For each champion, we take the sum of all affinity values for the other 129 champions. For example, if we wanted the centrality measure for Aatrox, we would add up all of the affinity values for Aatrox to/from any other champion. The final theoretical values can range from 0-130; no normalization was required here, because we're displaying these values in a bar chart. More = better.

#####How would you improve champion centrality?

Right now this metric is very closely correlated with champion clustering. This is more of an artifact of how clustering didn't quite work out how we expected, but separating these two concepts more would be a good next step.

####Champion Clustering We wanted to see if we could predict, based on champion mastery data, which champions are part of the "meta" at the Challenger/Master level. To calculate the Clustering metric, we used Markov Clustering Algorithm (MCL). This algorithm helps you find "clusters" of nodes in graphs. We used this algorithm to identify what champions were considered "meta" by their interconnectivity. While this approach typically outputs a set of clusters of nodes, our dataset only produced one, which grew or shrank depending on how we "tuned" our parameters for MCL. Tuning your parameters when using machine learning algorithms is incredibly important.

Our original goal in using this clustering algorithm was to identify champions that were "like" one another. Unfortunately, no amount of tuning using random parameters or Differential Evolution to "improve" our result ever resulted in more than one distinct cluster of champions. We then realized that MCL was identifying the "center" of our graph, and our parameter tuning was simply growing or shrinking what was considered "center" and what wasn't. This could be the metagame at Challenger/Masters..? We chose to iterate over parameters until we identified the most centralized 20% of champions, highlighted those nodes as red on our force graph, and declared that to be the "learned" meta at the highest levels of play.

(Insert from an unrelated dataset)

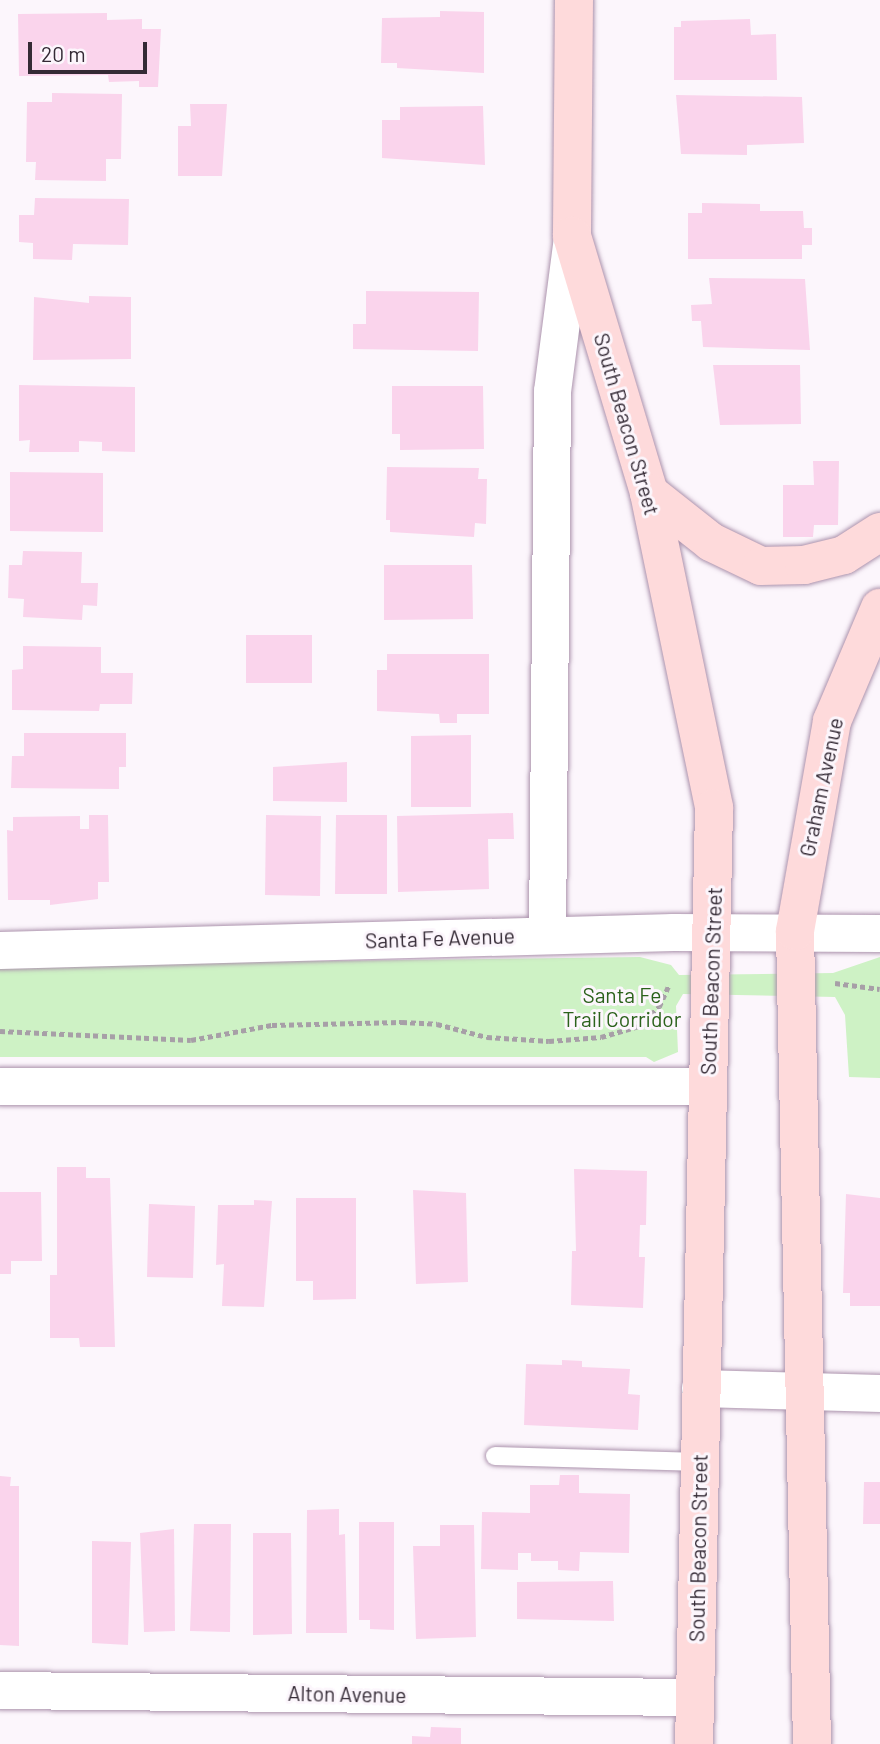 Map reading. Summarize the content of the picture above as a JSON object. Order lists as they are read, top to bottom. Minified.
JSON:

To implement this algorithm, we originally used koteth's Python implementation of MCL. However, this implementation was only working for Python 2.7.X. We forked the project in order to upgrade the formatting to Python 3.X, so our project would only use one version of Python.

#####How would you improve champion clustering?

We'd like to get back to what our original goal was for this metric: identifying distinct clusters of champions, rather than the centralized cluster that we grow or shrink. We need to explore additional algorithms to do this: Closeness Centrality is one option. In addition, converting to a directed graph and trying some directed graph clustering algorithms out should change our results significantly.

##GitHub Structure

In this section, we'll go over the structure of the files in our repository.

####Root

Root contains the following:

  • The README you're reading now.
  • The python scripts that makeup the backend.
  • Our verification text file.
  • The deployable web.zip file of our public-facing app.
  • Notably missing: a file called api_key that contains a Riot API key. If you'd like to run this application, you'll need to make your own and place it at root.

####Data

This folder contains the files that support the creation and evaluation of our metrics. The files on GitHub represent mastery data from Masters/Challenger players and metric calculations from April 25th, 2016. These files can be regenerated using the backend scripts at any time, though some differences should be expected in the final results. We also can't guarantee that the scripts will work once the next champion is added (until we get around to making the backend handle champion additions seamlessly).

####Static_Data

This folder contains a single file, mobafire-icon-lookup.csv. This file provides some mappings that were generated manually:

  • Name -> Graph_ID for mapping to nodes on our eventual visualizations
  • Name -> Mobafire_Name and Name -> Mobafire_ID for generating links to each champion's Mobafire page
  • Name -> Image_ID for looking up each champion's icon. These mappings are referenced by our backend scripts for generating our data for our final public-facing site.

####Snips

Contains screenshots of our visualizations for documentation purposes.

####Tests

This folder, along with test_controller.py in the root directory, was used to test API calls and make sure the API requests were formatted properly. Originally, we planned on building a unit test for each individual API endpoint we were referencing, just to explore how the built-in unittest module in Python works. The need to ship something for the contest won out, however.

####Web

Web contains our stand-alone static website that displays our final metrics. You can see the latest version of our site at http://champion-affinity.getforge.io/. You can also deploy your own version out of the web directory.

##Backend

Now we'll go through the meat of our application; the backend Python scripts that pull data from the API, calculate our metrics, and create the .csv/.tsv/.json files that our visualizations rely on. We'll also discuss how we'd improve the backend in the short term and long term.

###Dependencies

All of our backend scripts are written in Python, using version 3.5.1. Any 3.X version should work.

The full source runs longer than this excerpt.